EXERCISE
Find the line with "352px,750px 405px,732px 434px,717px" in the entries below, then reproduce it and every line after it down to and including the line with "443px,936px 520px,905px 570px,898px", exactly.

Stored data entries
━━━
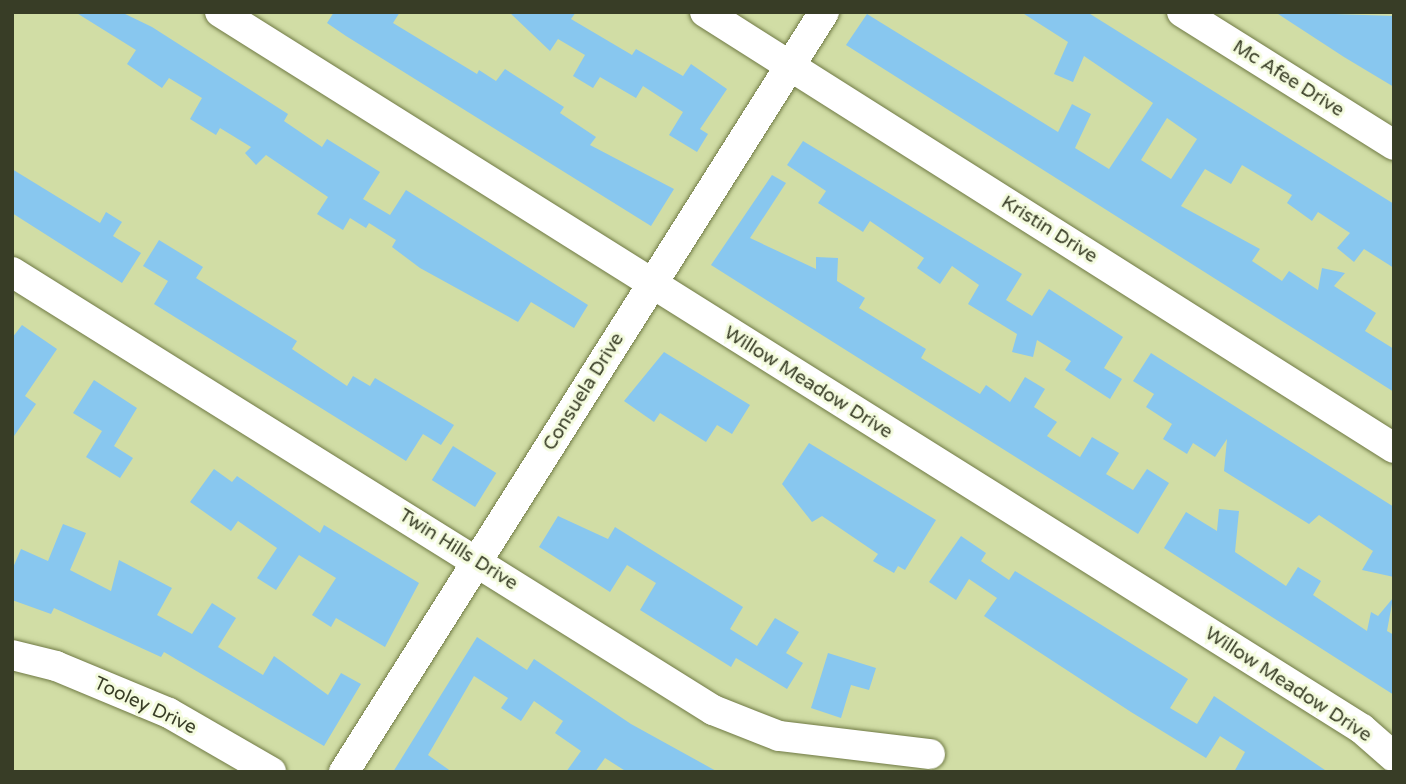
<!DOCTYPE html>
<html>
<head>
<meta charset="utf-8">
<style>
  body { margin:0 }
  #map { position:relative; width:1406px; height:784px; overflow:hidden; background:#d1dda5; font-family:"Varela Round",sans-serif }
  div>[style] { position:absolute }
  .building>* { inset:0; background:#88c7ef; transform-origin:0 0 }
  .roads { filter:drop-shadow(0 0 2px #707a45) drop-shadow(0 0 2px #707a45) }
  .minor>* { height:30px; margin:-15px; padding:0 15px; transform-origin:15px; border-radius:15px; background:#fff }
  span { translate:-50% -50%; white-space:nowrap; text-align:center; line-height:1.15; -webkit-text-stroke:6px #f4fbde; paint-order:stroke }
  .street-label { font-size:19px; color:#383d26 }
  .frame { position:absolute; inset:0; border:14px solid #383d26; pointer-events:none }
</style>
</head>
<body>
<div id="map">
  <div class="building">
    <i style="clip-path:polygon(75px 12px,121px 12px,152px 27px,288px 114px,284px 121px,322px 147px,327px 139px,380px 172px,363px 199px,390px 215px,406px 190px,588px 305px,574px 328px,531px 302px,518px 322px,420px 268px,392px 247px,396px 240px,369px 223px,366px 228px,350px 218px,343px 230px,317px 214px,328px 197px,266px 155px,256px 165px,245px 153px,251px 147px,220px 128px,216px 135px,190px 119px,202px 98px,169px 78px,162px 88px,127px 64px,136px 50px)"></i>
    <i style="clip-path:polygon(334px 12px,400px 12px,393px 23px,477px 74px,479px 70px,496px 81px,505px 69px,564px 107px,560px 113px,596px 137px,590px 145px,674px 189px,651px 226px,346px 36px,327px 23px)"></i>
    <i style="clip-path:polygon(509px 12px,576px 12px,571px 19px,632px 55px,636px 49px,683px 76px,691px 64px,727px 89px,700px 129px,708px 134px,697px 152px,669px 135px,683px 112px,643px 86px,636px 98px,600px 77px,593px 88px,573px 76px,585px 55px,558px 39px,550px 51px)"></i>
    <i style="clip-path:polygon(evenodd,1021px 12px,1087px 12px,1394px 204px,1394px 268px,1364px 249px,1354px 262px,1337px 248px,1350px 233px,1318px 212px,1312px 221px,1287px 203px,1292px 195px,1242px 165px,1231px 184px,1205px 169px,1181px 206px,1260px 249px,1252px 261px,1282px 281px,1289px 271px,1318px 290px,1322px 268px,1345px 273px,1334px 286px,1376px 313px,1365px 331px,1394px 349px,1394px 392px,846px 45px,867px 14px,1058px 132px,1072px 104px,1091px 114px,1075px 148px,1109px 169px,1153px 103px,1084px 56px,1073px 82px,1054px 74px,1068px 42px,1021px 12px,1167px 118px,1197px 139px,1171px 179px,1141px 160px,1167px 118px)"></i>
    <i style="clip-path:polygon(1275px 12px,1394px 16px,1394px 87px,1344px 57px)"></i>
    <i style="clip-path:polygon(803px 141px,1022px 274px,1006px 300px,1032px 316px,1049px 289px,1123px 337px,1104px 368px,1122px 379px,1110px 399px,1065px 370px,1071px 361px,1037px 340px,1033px 357px,1012px 352px,1017px 334px,968px 304px,979px 285px,952px 266px,940px 284px,917px 268px,924px 258px,870px 221px,863px 232px,818px 203px,826px 191px,787px 165px)"></i>
    <i style="clip-path:polygon(12px 169px,100px 223px,106px 212px,122px 222px,113px 236px,141px 253px,122px 283px,12px 213px)"></i>
    <i style="clip-path:polygon(772px 175px,786px 183px,750px 238px,816px 269px,816px 257px,838px 258px,837px 281px,865px 298px,859px 308px,926px 349px,921px 358px,980px 394px,986px 385px,1010px 402px,1025px 377px,1045px 389px,1034px 407px,1057px 422px,1047px 436px,1080px 457px,1092px 437px,1119px 453px,1106px 474px,1133px 490px,1147px 469px,1169px 483px,1138px 534px,711px 265px)"></i>
    <i style="clip-path:polygon(159px 240px,203px 267px,196px 278px,297px 341px,292px 349px,347px 386px,353px 376px,370px 386px,375px 378px,454px 425px,441px 445px,423px 434px,406px 461px,154px 304px,168px 281px,143px 266px)"></i>
    <i style="clip-path:polygon(22px 325px,57px 349px,25px 396px,36px 404px,12px 439px,12px 338px)"></i>
    <i style="clip-path:polygon(664px 352px,750px 405px,732px 434px,717px 425px,706px 442px,660px 413px,654px 422px,624px 401px)"></i>
    <i style="clip-path:polygon(1151px 353px,1394px 507px,1394px 577px,1362px 570px,1373px 551px,1319px 515px,1309px 524px,1224px 471px,1227px 439px,1215px 457px,1193px 443px,1187px 454px,1163px 439px,1172px 424px,1146px 407px,1154px 394px,1133px 381px)"></i>
    <i style="clip-path:polygon(94px 380px,137px 408px,114px 446px,133px 458px,120px 478px,86px 457px,102px 431px,73px 413px)"></i>
    <i style="clip-path:polygon(809px 443px,936px 520px,905px 570px,898px 566px,894px 573px,873px 561px,878px 554px,822px 516px,812px 522px,782px 484px)"></i>
    <i style="left:453px;top:446px;width:51px;height:40px;rotate:32deg"></i>
    <i style="clip-path:polygon(214px 469px,232px 482px,237px 476px,320px 533px,324px 525px,419px 583px,385px 647px,336px 618px,331px 627px,312px 615px,336px 578px,299px 555px,276px 590px,257px 578px,277px 548px,238px 521px,231px 531px,190px 502px)"></i>
    <i style="clip-path:polygon(1219px 509px,1239px 511px,1235px 552px,1286px 586px,1298px 567px,1321px 581px,1313px 595px,1367px 631px,1371px 612px,1378px 616px,1393px 598px,1387px 631px,1394px 635px,1394px 695px,1164px 548px,1186px 512px,1217px 531px)"></i>
    <i style="clip-path:polygon(558px 516px,608px 539px,615px 527px,743px 607px,730px 629px,757px 646px,775px 618px,799px 632px,786px 653px,803px 663px,787px 689px,736px 658px,731px 667px,640px 610px,656px 583px,627px 565px,610px 592px,539px 547px)"></i>
    <i style="clip-path:polygon(63px 524px,86px 533px,70px 570px,111px 591px,119px 560px,172px 588px,157px 615px,192px 634px,212px 603px,236px 618px,218px 647px,263px 675px,274px 656px,328px 695px,341px 673px,361px 684px,324px 746px,164px 652px,161px 657px,54px 608px,51px 614px,12px 600px,12px 570px,21px 549px,48px 561px)"></i>
    <i style="clip-path:polygon(961px 536px,986px 553px,981px 561px,1009px 580px,1015px 571px,1188px 679px,1170px 708px,1197px 724px,1214px 696px,1328px 772px,1234px 772px,1245px 752px,1220px 736px,1206px 758px,1131px 712px,984px 616px,997px 598px,969px 579px,956px 600px,929px 582px)"></i>
    <i style="clip-path:polygon(477px 637px,527px 670px,534px 659px,631px 724px,718px 772px,627px 772px,605px 758px,595px 772px,566px 772px,581px 751px,555px 733px,563px 721px,534px 701px,521px 721px,501px 708px,508px 698px,474px 676px,428px 755px,452px 772px,393px 772px)"></i>
    <i style="clip-path:polygon(828px 653px,876px 668px,869px 690px,851px 685px,841px 718px,811px 708px)"></i>
  </div>
  <div class="roads">
    <div class="minor">
      <i style="left:220px;top:12px;width:1348px;rotate:32.12deg"></i>
      <i style="left:1362px;top:729px;width:43px;rotate:41.2deg"></i>
      <i style="left:705px;top:12px;width:815px;rotate:32.33deg"></i>
      <i style="left:1182px;top:12px;width:250px;rotate:32.1deg"></i>
      <i style="left:12px;top:272px;width:827px;rotate:32deg"></i>
      <i style="left:713px;top:710px;width:71px;rotate:21.5deg"></i>
      <i style="left:779px;top:736px;width:152px;rotate:6.8deg"></i>
      <i style="left:12px;top:655px;width:45px;rotate:14deg"></i>
      <i style="left:56px;top:666px;width:122px;rotate:22.6deg"></i>
      <i style="left:169px;top:713px;width:118px;rotate:30deg"></i>
      <i style="left:344px;top:772px;width:899px;rotate:-57.72deg"></i>
    </div>
  </div>
  <div class="street-label">
    <span style="left:1288px;top:79px;rotate:32deg">Mc Afee Drive</span>
    <span style="left:1049px;top:230px;rotate:32deg">Kristin Drive</span>
    <span style="left:808px;top:383px;rotate:32deg">Willow Meadow Drive</span>
    <span style="left:584px;top:392px;rotate:-58deg">Consuela Drive</span>
    <span style="left:458px;top:550px;rotate:32deg">Twin Hills Drive</span>
    <span style="left:1288px;top:685px;rotate:33deg">Willow Meadow Drive</span>
    <span style="left:145px;top:706px;rotate:25deg">Tooley Drive</span>
  </div>
  <div class="frame"></div>
</div>
</body>
</html>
━━━
SOLUTION FOR THIS PROBLEM
    <i style="clip-path:polygon(664px 352px,750px 405px,732px 434px,717px 425px,706px 442px,660px 413px,654px 422px,624px 401px)"></i>
    <i style="clip-path:polygon(1151px 353px,1394px 507px,1394px 577px,1362px 570px,1373px 551px,1319px 515px,1309px 524px,1224px 471px,1227px 439px,1215px 457px,1193px 443px,1187px 454px,1163px 439px,1172px 424px,1146px 407px,1154px 394px,1133px 381px)"></i>
    <i style="clip-path:polygon(94px 380px,137px 408px,114px 446px,133px 458px,120px 478px,86px 457px,102px 431px,73px 413px)"></i>
    <i style="clip-path:polygon(809px 443px,936px 520px,905px 570px,898px 566px,894px 573px,873px 561px,878px 554px,822px 516px,812px 522px,782px 484px)"></i>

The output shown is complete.